REQUIRED WORK:
Whenever a line below includes the word "High", copy that line.

___

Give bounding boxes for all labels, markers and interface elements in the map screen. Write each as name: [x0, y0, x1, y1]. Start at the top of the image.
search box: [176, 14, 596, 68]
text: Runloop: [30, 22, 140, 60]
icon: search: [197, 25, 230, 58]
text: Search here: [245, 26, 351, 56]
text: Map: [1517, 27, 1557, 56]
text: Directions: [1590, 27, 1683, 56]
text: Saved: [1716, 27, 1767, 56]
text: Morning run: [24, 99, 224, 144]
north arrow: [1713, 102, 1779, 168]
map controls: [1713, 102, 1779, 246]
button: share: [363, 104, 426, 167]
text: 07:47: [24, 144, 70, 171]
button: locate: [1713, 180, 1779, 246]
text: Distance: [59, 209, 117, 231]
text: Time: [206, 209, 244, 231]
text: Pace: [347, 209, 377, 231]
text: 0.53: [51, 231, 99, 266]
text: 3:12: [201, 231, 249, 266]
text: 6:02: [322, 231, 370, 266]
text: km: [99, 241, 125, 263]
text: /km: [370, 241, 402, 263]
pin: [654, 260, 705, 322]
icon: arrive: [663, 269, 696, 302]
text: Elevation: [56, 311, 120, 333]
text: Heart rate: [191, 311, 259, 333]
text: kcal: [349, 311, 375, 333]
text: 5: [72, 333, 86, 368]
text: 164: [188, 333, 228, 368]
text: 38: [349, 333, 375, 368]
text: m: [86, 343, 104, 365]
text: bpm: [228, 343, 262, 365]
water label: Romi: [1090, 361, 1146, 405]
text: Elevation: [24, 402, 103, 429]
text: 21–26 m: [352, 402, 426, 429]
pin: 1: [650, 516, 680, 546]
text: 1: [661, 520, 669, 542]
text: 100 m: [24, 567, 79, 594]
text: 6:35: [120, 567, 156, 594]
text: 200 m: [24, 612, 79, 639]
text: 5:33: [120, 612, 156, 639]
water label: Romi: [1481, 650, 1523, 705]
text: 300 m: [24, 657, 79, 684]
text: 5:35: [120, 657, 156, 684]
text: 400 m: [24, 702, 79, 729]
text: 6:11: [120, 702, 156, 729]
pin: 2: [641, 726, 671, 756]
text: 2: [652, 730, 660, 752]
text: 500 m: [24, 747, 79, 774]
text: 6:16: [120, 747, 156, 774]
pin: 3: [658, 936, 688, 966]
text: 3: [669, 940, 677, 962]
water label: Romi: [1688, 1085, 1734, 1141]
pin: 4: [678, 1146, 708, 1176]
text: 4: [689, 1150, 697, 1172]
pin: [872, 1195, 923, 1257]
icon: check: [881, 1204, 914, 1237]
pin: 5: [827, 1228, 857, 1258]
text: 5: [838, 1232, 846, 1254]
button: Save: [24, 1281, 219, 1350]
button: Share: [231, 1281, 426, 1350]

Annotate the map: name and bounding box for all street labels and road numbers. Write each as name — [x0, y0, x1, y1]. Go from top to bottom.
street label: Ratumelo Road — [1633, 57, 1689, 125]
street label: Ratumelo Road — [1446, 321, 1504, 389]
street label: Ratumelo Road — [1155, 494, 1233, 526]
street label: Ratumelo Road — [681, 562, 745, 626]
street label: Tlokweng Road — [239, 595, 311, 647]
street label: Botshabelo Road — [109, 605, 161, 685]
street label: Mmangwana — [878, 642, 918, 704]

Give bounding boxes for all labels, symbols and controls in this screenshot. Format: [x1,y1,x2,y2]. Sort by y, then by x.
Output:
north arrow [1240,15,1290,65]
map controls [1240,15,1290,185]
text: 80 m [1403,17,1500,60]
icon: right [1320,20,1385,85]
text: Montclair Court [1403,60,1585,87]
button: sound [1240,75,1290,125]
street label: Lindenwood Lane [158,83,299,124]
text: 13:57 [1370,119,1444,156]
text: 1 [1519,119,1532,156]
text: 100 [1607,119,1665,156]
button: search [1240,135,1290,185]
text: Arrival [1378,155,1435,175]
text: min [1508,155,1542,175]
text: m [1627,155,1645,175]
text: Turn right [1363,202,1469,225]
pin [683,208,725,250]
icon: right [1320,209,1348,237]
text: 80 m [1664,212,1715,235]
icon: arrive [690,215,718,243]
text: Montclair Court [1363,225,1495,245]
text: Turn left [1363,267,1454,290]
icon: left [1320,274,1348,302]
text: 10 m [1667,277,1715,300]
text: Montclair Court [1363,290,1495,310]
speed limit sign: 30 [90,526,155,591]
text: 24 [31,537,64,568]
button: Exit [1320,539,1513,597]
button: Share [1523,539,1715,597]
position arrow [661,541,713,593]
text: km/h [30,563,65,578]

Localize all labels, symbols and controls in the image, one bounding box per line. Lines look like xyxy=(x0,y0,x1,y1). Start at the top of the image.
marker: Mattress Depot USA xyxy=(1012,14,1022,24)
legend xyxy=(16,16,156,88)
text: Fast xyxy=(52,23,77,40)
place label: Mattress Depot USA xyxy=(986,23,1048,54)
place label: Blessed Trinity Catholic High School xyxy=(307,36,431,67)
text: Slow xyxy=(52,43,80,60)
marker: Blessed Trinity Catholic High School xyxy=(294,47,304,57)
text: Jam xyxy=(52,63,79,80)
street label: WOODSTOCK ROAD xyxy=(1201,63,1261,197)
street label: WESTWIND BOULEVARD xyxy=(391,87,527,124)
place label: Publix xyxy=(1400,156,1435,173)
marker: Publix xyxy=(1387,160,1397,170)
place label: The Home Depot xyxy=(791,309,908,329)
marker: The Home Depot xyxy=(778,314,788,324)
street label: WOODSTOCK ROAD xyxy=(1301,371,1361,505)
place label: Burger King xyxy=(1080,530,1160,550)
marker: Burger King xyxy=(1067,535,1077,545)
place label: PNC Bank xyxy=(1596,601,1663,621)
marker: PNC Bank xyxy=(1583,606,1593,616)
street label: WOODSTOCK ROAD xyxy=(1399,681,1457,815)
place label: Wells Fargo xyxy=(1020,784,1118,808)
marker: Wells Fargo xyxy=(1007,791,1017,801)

___

COMPLETED EXERCISE:
place label: Blessed Trinity Catholic High School xyxy=(307,36,431,67)
marker: Blessed Trinity Catholic High School xyxy=(294,47,304,57)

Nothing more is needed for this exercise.